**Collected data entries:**
▼
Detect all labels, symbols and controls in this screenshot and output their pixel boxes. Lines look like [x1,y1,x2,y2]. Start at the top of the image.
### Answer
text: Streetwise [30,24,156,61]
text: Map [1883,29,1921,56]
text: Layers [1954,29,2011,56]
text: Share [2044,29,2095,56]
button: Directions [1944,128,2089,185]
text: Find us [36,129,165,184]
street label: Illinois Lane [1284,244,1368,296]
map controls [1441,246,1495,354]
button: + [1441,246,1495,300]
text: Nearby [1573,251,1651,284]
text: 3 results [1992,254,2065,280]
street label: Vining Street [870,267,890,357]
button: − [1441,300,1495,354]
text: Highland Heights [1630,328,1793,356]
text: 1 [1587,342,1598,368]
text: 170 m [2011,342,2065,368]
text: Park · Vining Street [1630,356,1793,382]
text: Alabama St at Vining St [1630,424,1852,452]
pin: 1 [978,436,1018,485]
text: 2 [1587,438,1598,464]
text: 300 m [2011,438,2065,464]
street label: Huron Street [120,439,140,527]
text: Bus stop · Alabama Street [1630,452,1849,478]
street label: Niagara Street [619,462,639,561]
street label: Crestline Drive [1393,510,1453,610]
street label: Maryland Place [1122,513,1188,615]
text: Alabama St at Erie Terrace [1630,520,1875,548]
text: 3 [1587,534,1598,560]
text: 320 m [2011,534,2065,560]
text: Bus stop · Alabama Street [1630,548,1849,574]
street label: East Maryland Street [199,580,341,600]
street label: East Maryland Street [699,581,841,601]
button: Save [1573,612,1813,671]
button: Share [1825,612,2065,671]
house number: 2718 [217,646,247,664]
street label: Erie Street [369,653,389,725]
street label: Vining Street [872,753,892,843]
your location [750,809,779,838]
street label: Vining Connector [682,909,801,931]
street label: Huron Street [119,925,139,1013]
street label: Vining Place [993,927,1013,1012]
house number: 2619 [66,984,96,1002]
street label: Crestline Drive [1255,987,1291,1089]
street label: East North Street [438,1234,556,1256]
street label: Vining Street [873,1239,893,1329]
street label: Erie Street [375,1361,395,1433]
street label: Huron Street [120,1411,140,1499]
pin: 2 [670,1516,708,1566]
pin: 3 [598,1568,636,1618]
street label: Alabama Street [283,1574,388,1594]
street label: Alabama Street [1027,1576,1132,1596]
▲
**What is expected:**
The data above must be reproduced in full, exactly as given.

**Response box:**
Detect all labels, symbols and controls in this screenshot and output their pixel boxes. Lines look like [x1,y1,x2,y2]. Start at the top of the image.
### Answer
text: Streetwise [30,24,156,61]
text: Map [1883,29,1921,56]
text: Layers [1954,29,2011,56]
text: Share [2044,29,2095,56]
button: Directions [1944,128,2089,185]
text: Find us [36,129,165,184]
street label: Illinois Lane [1284,244,1368,296]
map controls [1441,246,1495,354]
button: + [1441,246,1495,300]
text: Nearby [1573,251,1651,284]
text: 3 results [1992,254,2065,280]
street label: Vining Street [870,267,890,357]
button: − [1441,300,1495,354]
text: Highland Heights [1630,328,1793,356]
text: 1 [1587,342,1598,368]
text: 170 m [2011,342,2065,368]
text: Park · Vining Street [1630,356,1793,382]
text: Alabama St at Vining St [1630,424,1852,452]
pin: 1 [978,436,1018,485]
text: 2 [1587,438,1598,464]
text: 300 m [2011,438,2065,464]
street label: Huron Street [120,439,140,527]
text: Bus stop · Alabama Street [1630,452,1849,478]
street label: Niagara Street [619,462,639,561]
street label: Crestline Drive [1393,510,1453,610]
street label: Maryland Place [1122,513,1188,615]
text: Alabama St at Erie Terrace [1630,520,1875,548]
text: 3 [1587,534,1598,560]
text: 320 m [2011,534,2065,560]
text: Bus stop · Alabama Street [1630,548,1849,574]
street label: East Maryland Street [199,580,341,600]
street label: East Maryland Street [699,581,841,601]
button: Save [1573,612,1813,671]
button: Share [1825,612,2065,671]
house number: 2718 [217,646,247,664]
street label: Erie Street [369,653,389,725]
street label: Vining Street [872,753,892,843]
your location [750,809,779,838]
street label: Vining Connector [682,909,801,931]
street label: Huron Street [119,925,139,1013]
street label: Vining Place [993,927,1013,1012]
house number: 2619 [66,984,96,1002]
street label: Crestline Drive [1255,987,1291,1089]
street label: East North Street [438,1234,556,1256]
street label: Vining Street [873,1239,893,1329]
street label: Erie Street [375,1361,395,1433]
street label: Huron Street [120,1411,140,1499]
pin: 2 [670,1516,708,1566]
pin: 3 [598,1568,636,1618]
street label: Alabama Street [283,1574,388,1594]
street label: Alabama Street [1027,1576,1132,1596]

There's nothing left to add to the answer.